Thursday, December 18, 2008

Fable 53: Lupus et Agnus

Here's the next fable with a kind of running commentary that is not entirely possible within the confines of the forthcoming book from Bolchazy-Carducci. This will be Fable 53 in the book: De Lupo et Agno. For more information Fable about this fable, see the Discussion Forum for this fable at the Aesopus Ning.
Sitibundus Lupus, dum ad caput fontis accedit ut sitim levaret, videt innocentem Agnum, procul fluminis umorem haurientem. Accurrit igitur; Agnum increpat quod vitreum turbavit fontem. Trepidus ad haec supplicavit Agnus in innocentem ne saeviret; se quidem, cum tam longe infra biberet, potum Lupi ne potuisse quidem turbare, nedum voluisse. Lupus contra fremebundus intonat, “Quid vanas sacrilege innectis moras? Pater, Mater, et omne tuum invisum genus sedulo mihi et semper adversantur. Tu autem hodie mihi poenas dabis!”
Sitibundus Lupus,
= In the opening words, we meet one of the main characters of the fable: the wolf.

dum ad caput fontis accedit
= We learn from this clause where the fable takes place: at the headwaters of a spring.

ut sitim levaret,
= From this ut clause, we learn that the wolf has a purpose in coming to this spot!

videt innocentem Agnum,
= Here we meet the other character of the fable: the lamb.

procul fluminis umorem haurientem.
= The accusative participle agrees with agnum and takes fluminis umorem as its direct object.

Accurrit igitur;
= Note the placement of the postpositive particle in second position, as you would expect.

Agnum increpat
= The root of the verb increpare is the sound crep-, a sharp, sudden, snapping noise, as in the noun crepitus. So, literally, the verb means "to snap at somebody," and metaphorically it came to mean "to rebuke, chide, accuse," etc.

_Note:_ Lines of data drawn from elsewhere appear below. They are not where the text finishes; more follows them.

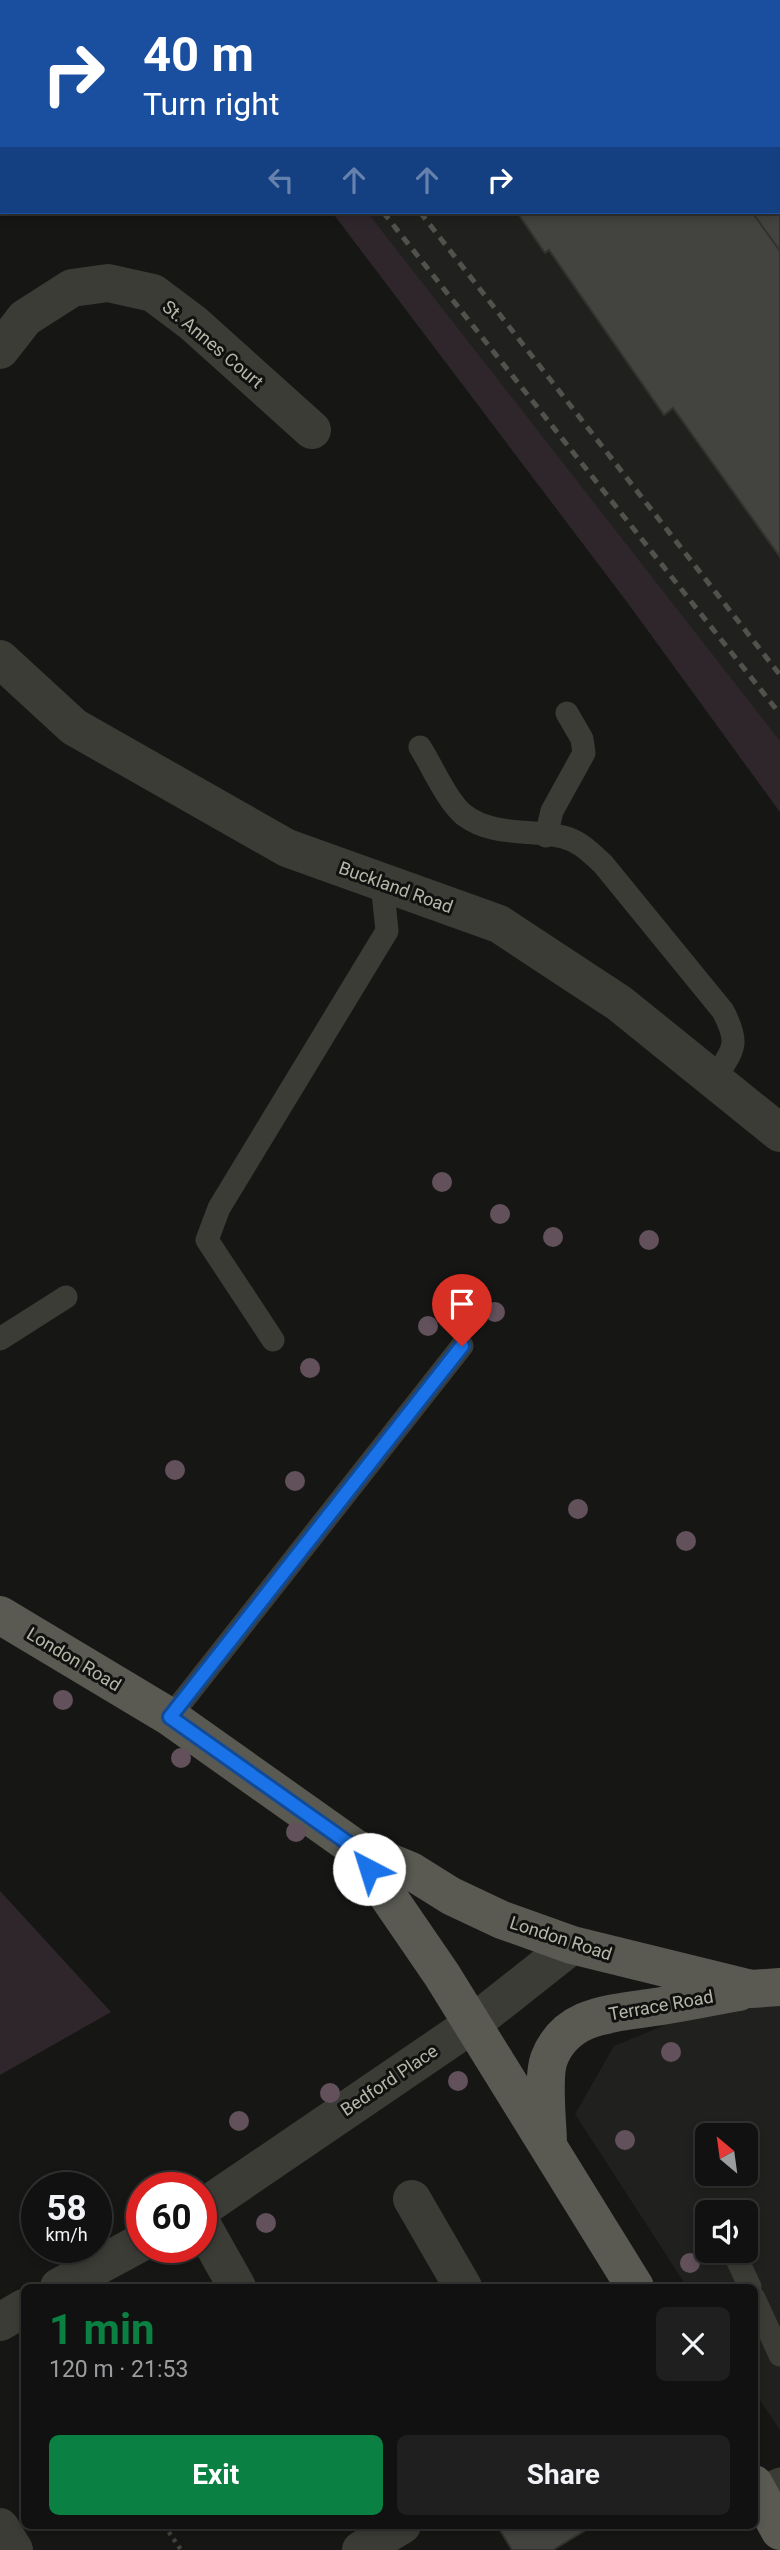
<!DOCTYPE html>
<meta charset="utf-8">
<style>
body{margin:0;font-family:Roboto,sans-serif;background:#1e1f1e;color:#f1f3f6;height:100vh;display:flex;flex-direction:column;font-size:26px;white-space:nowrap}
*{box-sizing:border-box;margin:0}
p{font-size:23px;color:#9c9d9f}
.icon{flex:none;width:38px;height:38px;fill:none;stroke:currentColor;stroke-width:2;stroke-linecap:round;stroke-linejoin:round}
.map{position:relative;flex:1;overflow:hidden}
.drawer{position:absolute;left:21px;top:2284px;width:737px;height:245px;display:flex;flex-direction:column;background:#101110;border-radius:10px;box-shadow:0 4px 10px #0003,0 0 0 2px #303130}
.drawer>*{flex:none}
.banner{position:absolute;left:0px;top:0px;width:780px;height:214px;box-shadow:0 4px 10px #0003,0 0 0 2px #303130;background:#1a4fa0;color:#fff;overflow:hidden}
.needle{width:46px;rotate:331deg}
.controls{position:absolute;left:695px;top:2123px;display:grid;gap:14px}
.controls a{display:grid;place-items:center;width:63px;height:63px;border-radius:10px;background:#101110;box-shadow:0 4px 10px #0003,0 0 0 2px #303130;font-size:35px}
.speed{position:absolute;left:21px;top:2172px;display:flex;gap:14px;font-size:35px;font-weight:700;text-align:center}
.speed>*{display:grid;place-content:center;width:91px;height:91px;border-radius:50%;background:#101110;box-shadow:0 4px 10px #0003,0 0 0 2px #303130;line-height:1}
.speed small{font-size:18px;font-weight:400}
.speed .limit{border:10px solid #d22;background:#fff;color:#111}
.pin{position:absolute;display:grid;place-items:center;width:60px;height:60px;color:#fff;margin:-72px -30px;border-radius:50% 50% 50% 0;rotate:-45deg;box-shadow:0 0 7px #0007}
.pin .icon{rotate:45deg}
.me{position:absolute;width:77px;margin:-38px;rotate:320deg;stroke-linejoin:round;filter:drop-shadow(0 0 5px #0008)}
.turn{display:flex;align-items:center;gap:24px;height:147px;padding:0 28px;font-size:32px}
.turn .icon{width:91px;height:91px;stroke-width:2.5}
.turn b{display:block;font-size:49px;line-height:60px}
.lanes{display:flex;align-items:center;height:66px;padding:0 28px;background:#0003;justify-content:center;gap:35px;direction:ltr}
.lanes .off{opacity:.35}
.round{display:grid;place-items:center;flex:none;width:74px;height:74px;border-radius:10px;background:#1e1f1e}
.head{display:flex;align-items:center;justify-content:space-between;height:119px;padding:0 28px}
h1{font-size:42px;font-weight:700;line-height:52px;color:#0b8043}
.cta{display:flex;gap:14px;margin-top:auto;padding:14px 28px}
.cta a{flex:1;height:80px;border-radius:10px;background:#0b8043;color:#fff;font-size:28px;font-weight:700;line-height:80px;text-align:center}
.cta a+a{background:#1e1f1e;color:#f1f3f6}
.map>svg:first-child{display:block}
.built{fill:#20211e;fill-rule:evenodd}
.green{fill:#2f262b}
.building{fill:#43443f;stroke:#32332f;stroke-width:2}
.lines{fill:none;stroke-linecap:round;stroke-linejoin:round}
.path{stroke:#42433d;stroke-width:4.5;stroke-dasharray:3.5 5;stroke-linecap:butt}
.service{stroke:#3b3c36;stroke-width:23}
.minor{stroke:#3b3c36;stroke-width:38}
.primary{stroke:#5a5a53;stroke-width:38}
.rail{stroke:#52524c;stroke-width:5;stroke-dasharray:9 7;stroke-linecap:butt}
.tree{fill:#62515b}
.route-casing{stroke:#114b97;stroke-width:18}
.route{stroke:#1a73e8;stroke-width:12}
.labels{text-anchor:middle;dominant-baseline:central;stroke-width:6;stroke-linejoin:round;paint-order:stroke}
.street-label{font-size:18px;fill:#b6b6a8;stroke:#111210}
</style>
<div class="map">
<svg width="780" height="2550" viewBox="0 0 780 2550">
<rect width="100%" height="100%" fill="#161715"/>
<path class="built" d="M168,0H780V812L630,606L332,212H779V2Z
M780,1978V2430L754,2391V2287H687L575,2114L614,2046ZM707,2135H746V2174H707ZM707,2212H746V2250H707Z"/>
<path class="green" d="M332,212H367L780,741V812L630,606Z
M0,1891L111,2012L0,2075Z"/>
<path class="building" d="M70,0H140L141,2H71Z
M547,0H780V110L779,2H544Z
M780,110V251L752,212H779Z
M517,212H752L780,251V557L673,408L664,415L549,250L545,253Z
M497,2525H594L553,2550H512Z"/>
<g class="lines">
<path class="path" d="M164,2525L181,2550"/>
<path class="service" d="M33,0L34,2
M420,747C432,766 447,801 464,815C493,837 530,829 563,837C580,841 591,853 603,864L723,1011C741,1046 733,1049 714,1080
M546,836L552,811L584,753L582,739L567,713
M0,1339L66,1297
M273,1340L207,1240L219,1208L387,931L382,882
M170,1717L462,1346
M735,2255L750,2287
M754,2298L780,2355
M757,2488L780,2479"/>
<path class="minor" d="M0,350L25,318L72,288L108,283L153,293L193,323L312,430
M0,659L74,727L287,848L499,924L619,1003L780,1133
M412,2199L463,2287
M201,2209L471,2025L572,1945
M201,2223L237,2287
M59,2287L142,2242
M0,2322L24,2308
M0,2527L14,2550
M361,2550L402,2525"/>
<path class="primary" d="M0,1615L170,1717L355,1848L411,1871L451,1896L502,1920L572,1945L751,1989L780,1987
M355,1848L442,1975L635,2287
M548,2145C548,2124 542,2078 549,2059C566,2015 609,2014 648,2008C679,2004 709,1997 739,1992
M754,2484L780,2531"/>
<path class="rail" d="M220,0L221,2
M257,0L258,2
M383,212L780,714
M420,212L780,675"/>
</g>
<g class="tree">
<circle cx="442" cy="1182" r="10"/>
<circle cx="500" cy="1214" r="10"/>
<circle cx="553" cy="1237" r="10"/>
<circle cx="649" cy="1240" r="10"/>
<circle cx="495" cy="1312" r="10"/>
<circle cx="428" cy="1326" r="10"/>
<circle cx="310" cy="1368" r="10"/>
<circle cx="175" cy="1470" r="10"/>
<circle cx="295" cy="1481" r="10"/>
<circle cx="578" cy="1509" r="10"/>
<circle cx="686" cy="1541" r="10"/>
<circle cx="63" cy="1700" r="10"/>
<circle cx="181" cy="1758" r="10"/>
<circle cx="296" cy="1832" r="10"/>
<circle cx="671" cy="2052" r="10"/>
<circle cx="458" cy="2081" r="10"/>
<circle cx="330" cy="2093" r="10"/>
<circle cx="239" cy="2121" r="10"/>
<circle cx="625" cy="2140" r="10"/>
<circle cx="266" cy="2223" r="10"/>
<circle cx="690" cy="2263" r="10"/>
</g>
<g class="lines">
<defs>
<path id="route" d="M369,1869L355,1848L170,1717L462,1346"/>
</defs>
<use href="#route" class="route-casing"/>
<use href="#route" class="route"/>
</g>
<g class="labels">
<g class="street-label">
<text transform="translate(213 344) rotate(40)">St. Annes Court</text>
<text transform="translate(396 887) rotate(20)">Buckland Road</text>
<text transform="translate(74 1659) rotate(31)">London Road</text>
<text transform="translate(561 1938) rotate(18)">London Road</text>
<text transform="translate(661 2005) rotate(-10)">Terrace Road</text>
<text transform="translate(389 2080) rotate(-34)">Bedford Place</text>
</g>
</g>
</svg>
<div class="controls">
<a><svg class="needle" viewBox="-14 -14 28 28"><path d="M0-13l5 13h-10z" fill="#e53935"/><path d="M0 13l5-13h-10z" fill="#9c9d9f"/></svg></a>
<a><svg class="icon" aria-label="sound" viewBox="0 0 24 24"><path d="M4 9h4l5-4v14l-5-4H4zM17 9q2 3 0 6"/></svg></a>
</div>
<div class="speed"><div>58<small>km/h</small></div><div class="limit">60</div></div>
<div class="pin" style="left:462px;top:1346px;background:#d93025"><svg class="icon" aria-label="arrive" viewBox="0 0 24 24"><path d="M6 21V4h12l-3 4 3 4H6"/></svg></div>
<svg class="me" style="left:369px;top:1869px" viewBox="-20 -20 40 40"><circle r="19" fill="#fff"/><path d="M0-13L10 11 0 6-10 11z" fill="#1a73e8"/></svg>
<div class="banner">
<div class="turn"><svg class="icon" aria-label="right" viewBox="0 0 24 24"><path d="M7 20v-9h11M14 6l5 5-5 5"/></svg><div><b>40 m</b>Turn right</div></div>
<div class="lanes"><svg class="icon off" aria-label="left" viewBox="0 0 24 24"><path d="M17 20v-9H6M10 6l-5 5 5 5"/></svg><svg class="icon off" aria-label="ahead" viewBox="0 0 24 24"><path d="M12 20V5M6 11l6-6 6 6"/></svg><svg class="icon off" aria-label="ahead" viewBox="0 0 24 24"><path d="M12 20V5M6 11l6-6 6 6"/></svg><svg class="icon" aria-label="right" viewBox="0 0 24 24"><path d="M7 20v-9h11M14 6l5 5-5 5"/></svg></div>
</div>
<section class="drawer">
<div class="head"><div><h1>1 min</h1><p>120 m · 21:53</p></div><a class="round"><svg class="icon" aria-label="close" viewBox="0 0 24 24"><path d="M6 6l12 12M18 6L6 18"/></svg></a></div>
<div class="cta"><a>Exit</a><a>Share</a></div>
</section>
</div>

quod vitreum turbavit fontem.
= The phrase vitreum fontem wraps around the verb.

Trepidus ad haec supplicavit Agnus
= The neuter plural pronoun haec refers to the “things” that are happening here, both the words of the wolf and his actions.

in innocentem ne saeviret;
= The ne clause explains what the lamb is beginning the wolf not to do to him, innocent lamb that he is!

se quidem,
= The pronoun se is the accusative subject of infinitives (still to come!), and refers back to the subject of an implied verb of speaking: supplicavit agnus (dicens) se...

cum tam longe infra biberet,
= The subjunctive, introduced by cum, gives causal background information; this is why the lamb could not have disturbed the wolf’s drinking water - the lamb is drinking downstream (infra) from the wolf.

potum Lupi ne potuisse quidem turbare,
= The phrase ne . . . quidem puts a strong emphasis on the word potuisse, an infinitive in indirect statement, with an implied verb of speaking: (dicens) se ne potuisse quidem. The phrase potum lupi turbare is an infinitive complement to potuisse.

nedum voluisse.
= This infinitive continues the accusative plus infinitive statement, with se as the implied accusative subject, and turbare as the complementary infinitive: nedum (se) voluisse (potum lupi turbare).

Lupus contra fremebundus intonat,
= The adjective fremebundus modifies the subject, so you might want to translate it as an adverb, rather than an adjective.

“Quid vanas sacrilege innectis moras?
= The interrogative quid here means “why? for what reason?” Note also that the phrase vanas moras wraps around the verb.

Pater, Mater, et omne tuum invisum genus
= Now we discover that the wolf claims to have a grudge not just against our little lamb, but against the whole sheep species!

sedulo mihi et semper adversantur.
= The adverbial phrase sedulo et semper wraps around the pronoun.

Tu autem hodie mihi poenas dabis!”
= The use of a second person pronoun in the nominative case is purely for emphasis, since the verb itself, dabis, already implies the subject unambiguously.